ACTION ITEM:
If a line in the data below contains "accent", copy it.
[RECORD EXTRACTS Boundary: Start]
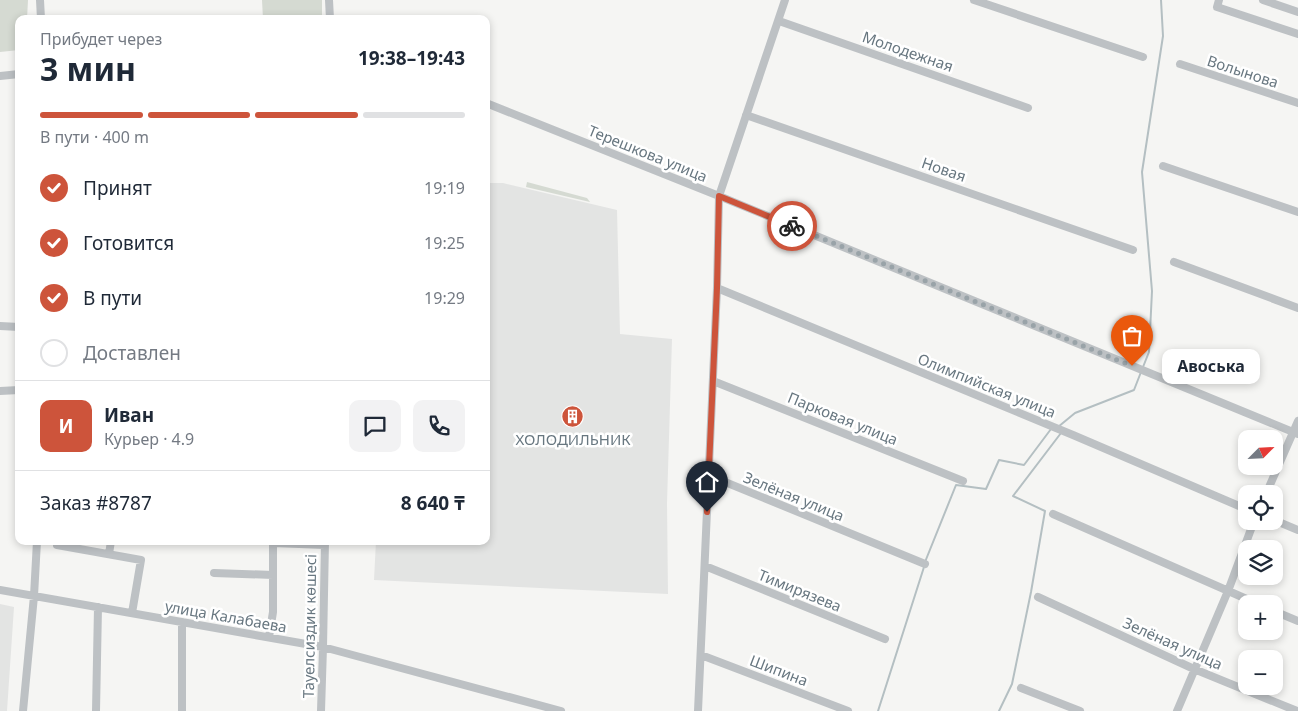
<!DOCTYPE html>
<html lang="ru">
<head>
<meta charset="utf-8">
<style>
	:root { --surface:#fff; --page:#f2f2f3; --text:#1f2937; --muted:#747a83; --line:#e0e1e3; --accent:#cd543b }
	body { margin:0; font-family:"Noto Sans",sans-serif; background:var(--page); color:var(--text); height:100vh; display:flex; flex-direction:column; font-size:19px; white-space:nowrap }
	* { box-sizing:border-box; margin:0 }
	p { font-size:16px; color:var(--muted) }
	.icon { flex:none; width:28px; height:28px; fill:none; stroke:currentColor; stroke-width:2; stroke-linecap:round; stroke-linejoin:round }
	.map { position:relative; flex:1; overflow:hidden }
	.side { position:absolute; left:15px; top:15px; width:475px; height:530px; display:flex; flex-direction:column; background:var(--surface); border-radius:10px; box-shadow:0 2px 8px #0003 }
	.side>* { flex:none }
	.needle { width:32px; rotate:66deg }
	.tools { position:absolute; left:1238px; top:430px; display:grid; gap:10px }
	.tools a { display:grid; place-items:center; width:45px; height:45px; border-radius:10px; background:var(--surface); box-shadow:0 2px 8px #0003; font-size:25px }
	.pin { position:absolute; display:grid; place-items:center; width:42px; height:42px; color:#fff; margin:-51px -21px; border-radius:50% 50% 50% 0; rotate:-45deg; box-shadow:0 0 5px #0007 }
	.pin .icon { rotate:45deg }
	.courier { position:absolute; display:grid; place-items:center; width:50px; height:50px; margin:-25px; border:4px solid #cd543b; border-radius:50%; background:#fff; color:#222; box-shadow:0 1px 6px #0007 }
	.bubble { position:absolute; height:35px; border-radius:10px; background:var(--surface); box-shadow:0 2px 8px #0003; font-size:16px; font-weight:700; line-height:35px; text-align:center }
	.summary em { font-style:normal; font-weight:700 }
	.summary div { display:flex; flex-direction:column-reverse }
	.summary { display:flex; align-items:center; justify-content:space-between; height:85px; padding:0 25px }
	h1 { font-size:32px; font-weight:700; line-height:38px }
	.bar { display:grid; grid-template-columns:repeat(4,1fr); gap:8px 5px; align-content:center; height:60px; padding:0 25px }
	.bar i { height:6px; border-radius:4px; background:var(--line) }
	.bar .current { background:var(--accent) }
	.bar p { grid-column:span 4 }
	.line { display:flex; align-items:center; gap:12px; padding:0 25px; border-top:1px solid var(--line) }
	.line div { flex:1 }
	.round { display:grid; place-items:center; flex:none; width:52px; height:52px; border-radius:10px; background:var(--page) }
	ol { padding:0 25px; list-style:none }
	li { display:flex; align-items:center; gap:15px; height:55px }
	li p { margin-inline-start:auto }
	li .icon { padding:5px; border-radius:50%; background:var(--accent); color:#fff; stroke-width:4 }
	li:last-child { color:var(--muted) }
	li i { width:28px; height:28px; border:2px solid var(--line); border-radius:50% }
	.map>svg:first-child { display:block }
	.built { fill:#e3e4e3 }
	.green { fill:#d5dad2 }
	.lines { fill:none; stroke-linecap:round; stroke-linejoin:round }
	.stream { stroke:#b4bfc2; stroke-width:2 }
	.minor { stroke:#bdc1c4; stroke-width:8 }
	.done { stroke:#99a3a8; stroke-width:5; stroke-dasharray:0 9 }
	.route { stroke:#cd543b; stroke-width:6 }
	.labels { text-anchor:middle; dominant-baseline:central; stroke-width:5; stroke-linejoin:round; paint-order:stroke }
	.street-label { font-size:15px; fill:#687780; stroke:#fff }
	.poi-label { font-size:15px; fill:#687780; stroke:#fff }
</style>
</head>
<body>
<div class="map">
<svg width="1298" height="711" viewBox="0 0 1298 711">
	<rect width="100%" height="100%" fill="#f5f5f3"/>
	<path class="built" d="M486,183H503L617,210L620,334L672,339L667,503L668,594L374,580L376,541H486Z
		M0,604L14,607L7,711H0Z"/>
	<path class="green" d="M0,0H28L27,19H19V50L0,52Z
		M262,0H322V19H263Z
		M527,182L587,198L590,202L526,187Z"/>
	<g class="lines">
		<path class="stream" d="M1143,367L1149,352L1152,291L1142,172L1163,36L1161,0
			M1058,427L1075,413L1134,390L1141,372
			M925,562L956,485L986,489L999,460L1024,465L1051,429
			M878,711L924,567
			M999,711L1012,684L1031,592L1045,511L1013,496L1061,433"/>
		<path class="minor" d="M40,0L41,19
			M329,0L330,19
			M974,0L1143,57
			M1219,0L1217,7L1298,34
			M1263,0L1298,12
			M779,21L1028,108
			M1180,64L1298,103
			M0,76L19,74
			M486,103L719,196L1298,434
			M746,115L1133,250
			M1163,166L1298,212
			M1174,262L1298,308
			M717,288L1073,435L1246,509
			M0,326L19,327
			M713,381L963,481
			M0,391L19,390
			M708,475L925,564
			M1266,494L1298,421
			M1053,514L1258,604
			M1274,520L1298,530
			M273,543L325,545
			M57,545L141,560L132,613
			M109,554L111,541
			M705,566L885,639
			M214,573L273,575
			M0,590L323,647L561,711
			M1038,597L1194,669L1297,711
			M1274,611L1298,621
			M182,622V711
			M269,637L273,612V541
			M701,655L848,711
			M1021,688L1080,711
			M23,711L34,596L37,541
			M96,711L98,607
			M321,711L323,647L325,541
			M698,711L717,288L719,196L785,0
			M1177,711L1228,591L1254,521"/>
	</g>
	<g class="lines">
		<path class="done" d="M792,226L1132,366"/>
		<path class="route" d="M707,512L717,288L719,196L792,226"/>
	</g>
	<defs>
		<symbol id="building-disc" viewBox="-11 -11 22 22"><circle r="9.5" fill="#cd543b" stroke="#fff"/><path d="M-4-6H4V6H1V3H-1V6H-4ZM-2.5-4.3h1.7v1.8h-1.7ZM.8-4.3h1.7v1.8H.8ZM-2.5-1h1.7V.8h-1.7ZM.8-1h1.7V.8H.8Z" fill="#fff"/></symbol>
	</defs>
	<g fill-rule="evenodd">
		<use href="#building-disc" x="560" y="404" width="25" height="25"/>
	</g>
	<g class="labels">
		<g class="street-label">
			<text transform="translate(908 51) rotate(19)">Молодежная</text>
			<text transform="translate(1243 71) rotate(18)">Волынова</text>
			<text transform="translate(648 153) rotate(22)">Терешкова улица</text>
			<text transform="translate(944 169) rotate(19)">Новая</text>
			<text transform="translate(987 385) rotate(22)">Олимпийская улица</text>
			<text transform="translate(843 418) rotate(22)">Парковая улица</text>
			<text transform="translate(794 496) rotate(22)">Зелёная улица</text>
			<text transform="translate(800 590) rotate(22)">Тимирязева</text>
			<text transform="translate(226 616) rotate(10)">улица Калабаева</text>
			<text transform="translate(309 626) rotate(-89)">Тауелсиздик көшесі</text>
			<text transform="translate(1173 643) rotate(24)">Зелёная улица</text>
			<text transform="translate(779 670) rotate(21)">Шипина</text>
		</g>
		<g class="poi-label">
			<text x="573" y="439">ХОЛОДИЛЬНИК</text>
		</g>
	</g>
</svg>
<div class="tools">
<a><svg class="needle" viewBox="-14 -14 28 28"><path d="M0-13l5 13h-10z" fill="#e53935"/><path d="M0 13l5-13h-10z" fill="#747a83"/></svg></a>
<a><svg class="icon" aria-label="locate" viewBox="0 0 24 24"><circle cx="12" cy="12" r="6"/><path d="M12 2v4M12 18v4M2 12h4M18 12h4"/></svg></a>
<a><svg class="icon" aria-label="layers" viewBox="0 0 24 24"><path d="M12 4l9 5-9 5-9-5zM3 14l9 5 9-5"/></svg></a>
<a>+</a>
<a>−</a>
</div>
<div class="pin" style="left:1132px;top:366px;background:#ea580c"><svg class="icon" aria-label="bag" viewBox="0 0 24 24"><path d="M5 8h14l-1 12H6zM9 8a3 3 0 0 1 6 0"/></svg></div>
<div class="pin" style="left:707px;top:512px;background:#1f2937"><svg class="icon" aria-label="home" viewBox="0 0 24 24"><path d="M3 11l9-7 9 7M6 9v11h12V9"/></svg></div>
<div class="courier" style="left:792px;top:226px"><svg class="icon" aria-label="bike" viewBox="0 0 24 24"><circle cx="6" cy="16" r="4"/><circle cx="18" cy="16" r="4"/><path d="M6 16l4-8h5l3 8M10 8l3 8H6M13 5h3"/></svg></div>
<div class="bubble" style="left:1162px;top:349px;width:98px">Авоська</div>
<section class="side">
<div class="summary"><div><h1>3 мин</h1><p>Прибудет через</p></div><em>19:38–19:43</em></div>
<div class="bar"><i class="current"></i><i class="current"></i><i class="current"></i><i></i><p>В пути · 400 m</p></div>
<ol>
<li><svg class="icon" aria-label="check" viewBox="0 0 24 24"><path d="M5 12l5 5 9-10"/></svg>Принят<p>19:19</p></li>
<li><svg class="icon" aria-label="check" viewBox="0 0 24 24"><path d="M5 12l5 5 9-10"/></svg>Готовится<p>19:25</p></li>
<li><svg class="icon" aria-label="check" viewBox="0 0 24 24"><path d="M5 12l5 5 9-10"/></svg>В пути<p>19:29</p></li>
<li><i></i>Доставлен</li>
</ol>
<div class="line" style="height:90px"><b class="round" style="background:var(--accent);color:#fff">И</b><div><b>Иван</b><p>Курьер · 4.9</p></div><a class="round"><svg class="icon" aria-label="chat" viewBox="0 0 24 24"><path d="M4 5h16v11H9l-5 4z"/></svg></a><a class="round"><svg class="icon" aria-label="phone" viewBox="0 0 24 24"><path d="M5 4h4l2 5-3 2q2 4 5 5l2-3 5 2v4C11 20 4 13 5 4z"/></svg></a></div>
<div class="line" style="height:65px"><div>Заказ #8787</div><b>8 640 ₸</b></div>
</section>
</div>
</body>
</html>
[RECORD EXTRACTS Boundary: End]
WRITTEN ANSWER:
	:root { --surface:#fff; --page:#f2f2f3; --text:#1f2937; --muted:#747a83; --line:#e0e1e3; --accent:#cd543b }
	.bar .current { background:var(--accent) }
	li .icon { padding:5px; border-radius:50%; background:var(--accent); color:#fff; stroke-width:4 }
<div class="line" style="height:90px"><b class="round" style="background:var(--accent);color:#fff">И</b><div><b>Иван</b><p>Курьер · 4.9</p></div><a class="round"><svg class="icon" aria-label="chat" viewBox="0 0 24 24"><path d="M4 5h16v11H9l-5 4z"/></svg></a><a class="round"><svg class="icon" aria-label="phone" viewBox="0 0 24 24"><path d="M5 4h4l2 5-3 2q2 4 5 5l2-3 5 2v4C11 20 4 13 5 4z"/></svg></a></div>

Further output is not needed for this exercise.